Close to home, the area sees more days of sunshine during the calendar year than anyplace else nationwide. This makes the Pima Canyon Trail ideal for hiking during the milder fall and spring months, boasting gorgeous views of Tucson, Biosphere II and the Finger Rock natural formation. Some of its more spectacular scenes come from the Pima Saddle depression and the Pusch Ridge Wilderness Area, which is home to the area's bighorn sheep population.
With the melting snow in the spring or the summer's monsoon thunderstorms, the Pima Canyon Stream will occasionally run. But the Pima Canyon Dam receives the most attention by far. Built by the Arizona Game and Fish Department, the dam is always host to thirsty wildlife.

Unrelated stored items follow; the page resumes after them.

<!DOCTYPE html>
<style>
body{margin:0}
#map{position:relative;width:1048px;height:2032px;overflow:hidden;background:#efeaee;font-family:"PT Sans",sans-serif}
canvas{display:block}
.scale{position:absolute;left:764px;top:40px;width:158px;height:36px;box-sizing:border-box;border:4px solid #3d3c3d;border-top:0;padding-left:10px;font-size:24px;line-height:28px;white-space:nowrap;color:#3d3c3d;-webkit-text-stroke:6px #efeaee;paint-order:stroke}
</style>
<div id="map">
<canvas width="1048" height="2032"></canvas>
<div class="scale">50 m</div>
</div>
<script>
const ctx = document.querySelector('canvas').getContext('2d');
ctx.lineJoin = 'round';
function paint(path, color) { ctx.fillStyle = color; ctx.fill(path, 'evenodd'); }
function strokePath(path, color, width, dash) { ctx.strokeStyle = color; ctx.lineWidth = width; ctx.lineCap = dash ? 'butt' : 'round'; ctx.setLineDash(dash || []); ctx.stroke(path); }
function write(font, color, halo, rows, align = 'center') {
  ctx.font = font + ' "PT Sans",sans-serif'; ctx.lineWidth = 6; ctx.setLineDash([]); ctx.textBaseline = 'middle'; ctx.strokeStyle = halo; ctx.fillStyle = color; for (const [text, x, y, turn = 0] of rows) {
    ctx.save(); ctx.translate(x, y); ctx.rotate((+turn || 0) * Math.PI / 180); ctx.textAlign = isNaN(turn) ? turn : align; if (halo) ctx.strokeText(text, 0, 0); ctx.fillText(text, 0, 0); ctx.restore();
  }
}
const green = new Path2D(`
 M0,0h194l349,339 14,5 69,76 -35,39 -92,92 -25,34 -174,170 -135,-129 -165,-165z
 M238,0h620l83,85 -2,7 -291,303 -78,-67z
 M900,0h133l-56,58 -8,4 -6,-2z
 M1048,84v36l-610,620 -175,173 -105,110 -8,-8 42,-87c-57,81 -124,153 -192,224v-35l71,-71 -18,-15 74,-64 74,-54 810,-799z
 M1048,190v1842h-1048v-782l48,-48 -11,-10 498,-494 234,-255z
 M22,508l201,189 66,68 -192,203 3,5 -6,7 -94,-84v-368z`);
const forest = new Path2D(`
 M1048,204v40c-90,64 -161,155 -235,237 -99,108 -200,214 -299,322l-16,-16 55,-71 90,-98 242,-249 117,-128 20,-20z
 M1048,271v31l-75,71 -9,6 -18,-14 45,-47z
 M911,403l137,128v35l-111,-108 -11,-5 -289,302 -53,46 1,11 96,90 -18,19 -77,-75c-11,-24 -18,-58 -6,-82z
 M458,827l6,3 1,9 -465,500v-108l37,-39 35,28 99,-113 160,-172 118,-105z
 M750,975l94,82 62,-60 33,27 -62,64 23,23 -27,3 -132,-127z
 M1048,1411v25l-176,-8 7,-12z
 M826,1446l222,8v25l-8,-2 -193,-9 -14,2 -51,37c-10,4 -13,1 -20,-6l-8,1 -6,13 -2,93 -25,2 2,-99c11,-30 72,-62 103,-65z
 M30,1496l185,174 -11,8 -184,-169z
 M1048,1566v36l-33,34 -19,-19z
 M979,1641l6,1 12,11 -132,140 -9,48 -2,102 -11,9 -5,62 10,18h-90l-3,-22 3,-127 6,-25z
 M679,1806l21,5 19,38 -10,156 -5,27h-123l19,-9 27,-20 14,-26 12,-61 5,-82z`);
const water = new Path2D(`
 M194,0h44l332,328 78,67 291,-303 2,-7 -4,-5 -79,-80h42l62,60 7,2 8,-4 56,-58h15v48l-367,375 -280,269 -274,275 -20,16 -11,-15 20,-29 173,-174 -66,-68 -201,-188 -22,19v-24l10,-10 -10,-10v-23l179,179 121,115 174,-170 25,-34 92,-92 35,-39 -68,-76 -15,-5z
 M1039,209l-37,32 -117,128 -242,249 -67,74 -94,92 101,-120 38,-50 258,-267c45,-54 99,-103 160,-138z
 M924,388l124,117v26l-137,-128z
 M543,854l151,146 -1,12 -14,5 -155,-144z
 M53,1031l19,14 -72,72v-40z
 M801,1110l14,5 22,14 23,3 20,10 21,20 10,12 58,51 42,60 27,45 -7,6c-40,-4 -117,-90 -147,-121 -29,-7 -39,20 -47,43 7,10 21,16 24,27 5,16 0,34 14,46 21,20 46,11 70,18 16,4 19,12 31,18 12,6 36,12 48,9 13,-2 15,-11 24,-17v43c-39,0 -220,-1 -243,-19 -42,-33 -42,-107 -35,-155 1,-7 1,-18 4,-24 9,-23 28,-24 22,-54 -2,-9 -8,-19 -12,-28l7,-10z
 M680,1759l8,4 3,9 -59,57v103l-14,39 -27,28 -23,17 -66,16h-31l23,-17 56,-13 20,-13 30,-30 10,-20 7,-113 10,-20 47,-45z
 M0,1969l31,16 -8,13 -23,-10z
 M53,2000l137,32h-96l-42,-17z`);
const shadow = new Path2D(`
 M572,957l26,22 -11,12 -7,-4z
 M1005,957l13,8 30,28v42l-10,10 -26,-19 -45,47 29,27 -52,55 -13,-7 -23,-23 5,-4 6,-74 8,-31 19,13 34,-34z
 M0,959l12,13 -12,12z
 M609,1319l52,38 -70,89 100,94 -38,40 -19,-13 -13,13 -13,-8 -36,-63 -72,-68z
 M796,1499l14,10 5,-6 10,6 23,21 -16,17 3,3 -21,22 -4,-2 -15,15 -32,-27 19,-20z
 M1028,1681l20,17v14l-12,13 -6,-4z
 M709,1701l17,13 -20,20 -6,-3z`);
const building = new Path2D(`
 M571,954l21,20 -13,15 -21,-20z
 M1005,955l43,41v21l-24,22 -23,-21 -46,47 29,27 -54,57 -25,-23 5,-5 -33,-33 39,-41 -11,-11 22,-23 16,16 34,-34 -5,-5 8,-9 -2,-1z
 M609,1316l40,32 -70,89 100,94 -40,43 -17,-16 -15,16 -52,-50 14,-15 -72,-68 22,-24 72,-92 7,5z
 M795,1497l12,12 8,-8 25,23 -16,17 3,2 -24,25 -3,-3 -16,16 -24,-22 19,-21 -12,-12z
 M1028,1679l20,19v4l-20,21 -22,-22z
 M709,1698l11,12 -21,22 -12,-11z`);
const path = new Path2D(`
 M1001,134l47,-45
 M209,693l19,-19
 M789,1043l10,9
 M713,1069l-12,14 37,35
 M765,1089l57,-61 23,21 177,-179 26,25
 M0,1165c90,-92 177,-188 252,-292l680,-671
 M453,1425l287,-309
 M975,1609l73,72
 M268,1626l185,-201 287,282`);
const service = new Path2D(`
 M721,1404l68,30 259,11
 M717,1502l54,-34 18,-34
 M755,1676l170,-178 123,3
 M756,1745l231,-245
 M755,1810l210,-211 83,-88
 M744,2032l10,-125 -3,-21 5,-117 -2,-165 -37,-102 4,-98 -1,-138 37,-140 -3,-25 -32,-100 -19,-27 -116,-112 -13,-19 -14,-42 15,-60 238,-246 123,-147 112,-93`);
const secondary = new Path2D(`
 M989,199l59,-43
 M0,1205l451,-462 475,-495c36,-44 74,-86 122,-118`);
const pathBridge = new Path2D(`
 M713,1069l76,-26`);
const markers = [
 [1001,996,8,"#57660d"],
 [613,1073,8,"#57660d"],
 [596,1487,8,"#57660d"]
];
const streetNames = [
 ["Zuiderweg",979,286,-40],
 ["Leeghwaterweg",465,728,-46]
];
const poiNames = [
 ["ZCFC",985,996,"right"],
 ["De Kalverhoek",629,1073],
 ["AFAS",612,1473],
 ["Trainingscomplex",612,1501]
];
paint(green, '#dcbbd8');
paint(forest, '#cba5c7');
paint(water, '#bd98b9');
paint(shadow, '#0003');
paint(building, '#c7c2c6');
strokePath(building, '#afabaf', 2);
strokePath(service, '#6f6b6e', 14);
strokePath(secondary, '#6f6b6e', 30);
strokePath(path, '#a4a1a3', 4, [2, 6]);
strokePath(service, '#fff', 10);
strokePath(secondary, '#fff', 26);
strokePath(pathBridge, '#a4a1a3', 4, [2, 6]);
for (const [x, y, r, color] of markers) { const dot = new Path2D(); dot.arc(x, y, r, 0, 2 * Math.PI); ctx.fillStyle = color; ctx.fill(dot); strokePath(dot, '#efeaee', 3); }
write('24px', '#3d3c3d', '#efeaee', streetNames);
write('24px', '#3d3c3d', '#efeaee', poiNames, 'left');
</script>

Enjoying a forest environment is also a convenient pleasure with the Santa Catalinas in your backyard. To the west, Baboquivari Peak is a sacred mountain of the Tohono O'odham people and home to the world-renowned Kitt Peak Observatory. The winter views of both this snow-capped peak and the larger Mt. Lemmon are a constant inspiration. Near or far, Mt. Lemmon is rarely short of beautiful winterscapes with its Ski Valley winter retreat.